Après tout, Movember est souvent associé à la moustache.
Finalement, tout le monde s’est prêté au jeu.
Même les femmes.
Remi Barelli :
Certaines avaient fabriqué de fausses moustaches en papier.
Franchement, on ne s’y attendait pas.
Et très vite, les publications ont commencé à évoluer.
Au lieu de voir uniquement des photos individuelles, on a vu apparaître des photos de groupes.
Des collègues qui posaient ensemble.
Là, on s’est dit que quelque chose était en train de se créer.
Rafael Mari :
Avant, chacun faisait éventuellement son action dans son coin.
Cette fois, les équipes avaient envie de partager ce qu’elles faisaient.
On voyait apparaître une vraie dynamique collective.
Quand le groupe prend le relais
Alexia : À quel moment avez-vous compris que ce n’était plus seulement vous qui faisiez vivre le défi ?
Remi Barelli :
Très rapidement.
Au départ, nous pensions que nous devrions continuer à stimuler les équipes.
Finalement, les collaborateurs ont commencé à échanger entre eux.
Ils commentaient.
Ils réagissaient.
Ils avaient envie de voir les nouvelles publications.
Petit à petit, cette dynamique s’est installée naturellement.
Rafael Mari :
C’est probablement ce qui nous a le plus marqués.
Avant, on avait l’impression que c’était aux dirigeants de maintenir l’énergie.
Avec UPMATES, nous avons découvert que le groupe pouvait lui-même entretenir cette motivation.
Et ça change énormément de choses.
Parce que tout devient plus spontané.
Plus qu’une participation
Alexia : Est-ce qu’il y a eu d’autres surprises à la fin du défi ?
Rafael Mari :
Oui.
Nous avons appris que certains collaborateurs avaient ensuite réalisé un don personnel à Movember.
Ce n’était pas quelque chose que nous avions demandé.
Encore moins attendu.
Cela nous a montré que cette opération avait dépassé le simple cadre du défi.
Remi Barelli :
Je pense que lorsque les personnes vivent réellement une expérience, elles s’approprient davantage la cause.
Elles ne participent plus uniquement parce qu’une entreprise leur propose une animation.
Elles participent parce qu’elles en ont envie.
Et c’est très différent.
Un résultat inattendu
Alexia : Quels enseignements retenez-vous aujourd’hui de cette expérience ?
Remi Barelli :
Avant cette opération, nos actions internes rassemblaient en moyenne autour de 15 % des collaborateurs.
C’était déjà un résultat que nous trouvions satisfaisant.
Avec UPMATES, nous avons atteint près de 73 % de participation.
Bien sûr, les rappels automatiques ont joué un rôle.
Mais nous pensons que ce n’est pas la seule explication.
Les publications.
Les commentaires.
Les échanges entre collègues.
Le fait de voir les autres participer.
Tout cela a créé une véritable dynamique.
Rafael Mari :
Nous avons surtout compris qu’il n’y avait rien de plus puissant qu’un groupe qui commence à avancer ensemble.
À partir du moment où les collaborateurs se sont approprié le défi, nous n’avions presque plus besoin d’intervenir.
Nous ne portions plus l’initiative.
Nous regardions simplement le mouvement grandir.
Donner envie plutôt qu’imposer
Toutes les organisations souhaitent mobiliser leurs équipes autour de projets qui ont du sens.
Mais entre informer et donner envie de participer, il existe souvent un écart.
L’expérience menée chez Realisaprint montre qu’une mobilisation ne repose pas uniquement sur une bonne communication.

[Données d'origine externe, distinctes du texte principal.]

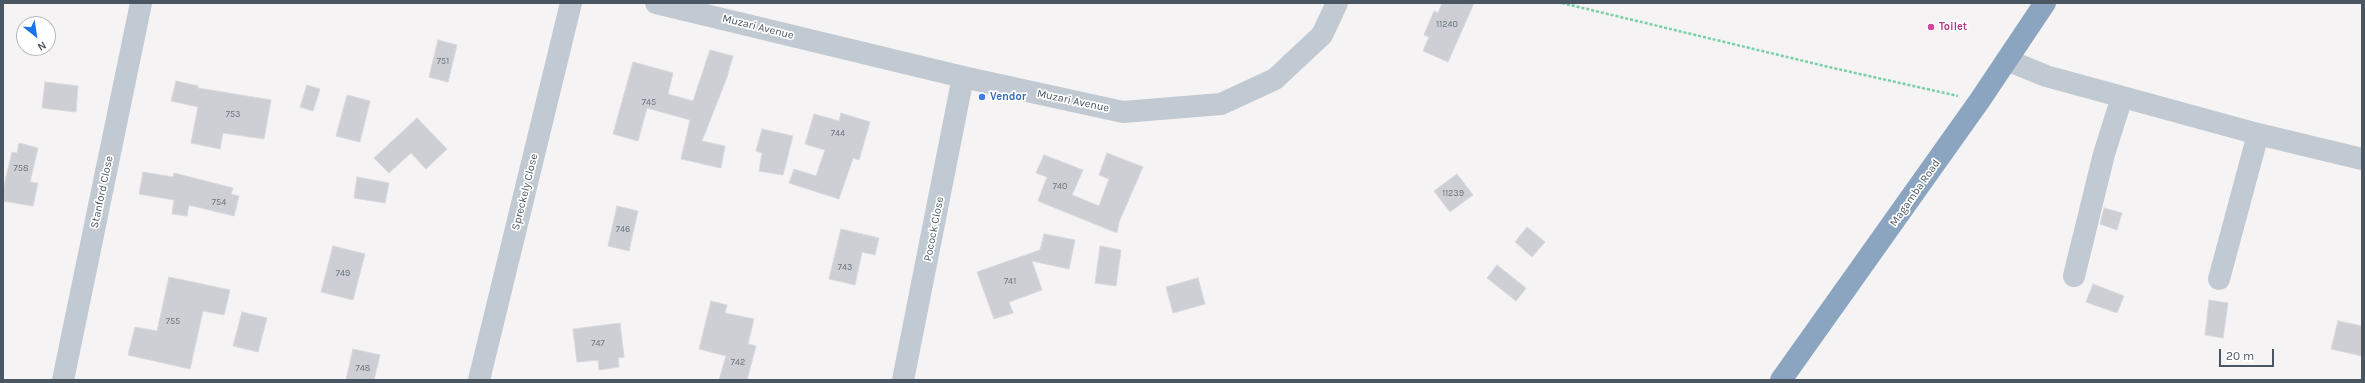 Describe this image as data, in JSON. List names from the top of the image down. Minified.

Elle naît aussi des interactions entre les personnes.
Des encouragements.
Des petits rendez-vous quotidiens.
Du plaisir de participer ensemble.
Pour Rafael Mari et Remi Barelli, cette opération a surtout permis une prise de conscience.
Lorsqu’un groupe commence à s’encourager lui-même, la dynamique change de nature.
On ne participe plus parce qu’il faut le faire.
On participe parce qu’on a envie de faire partie du mouvement.
Et c’est peut-être là que commence une véritable mobilisation.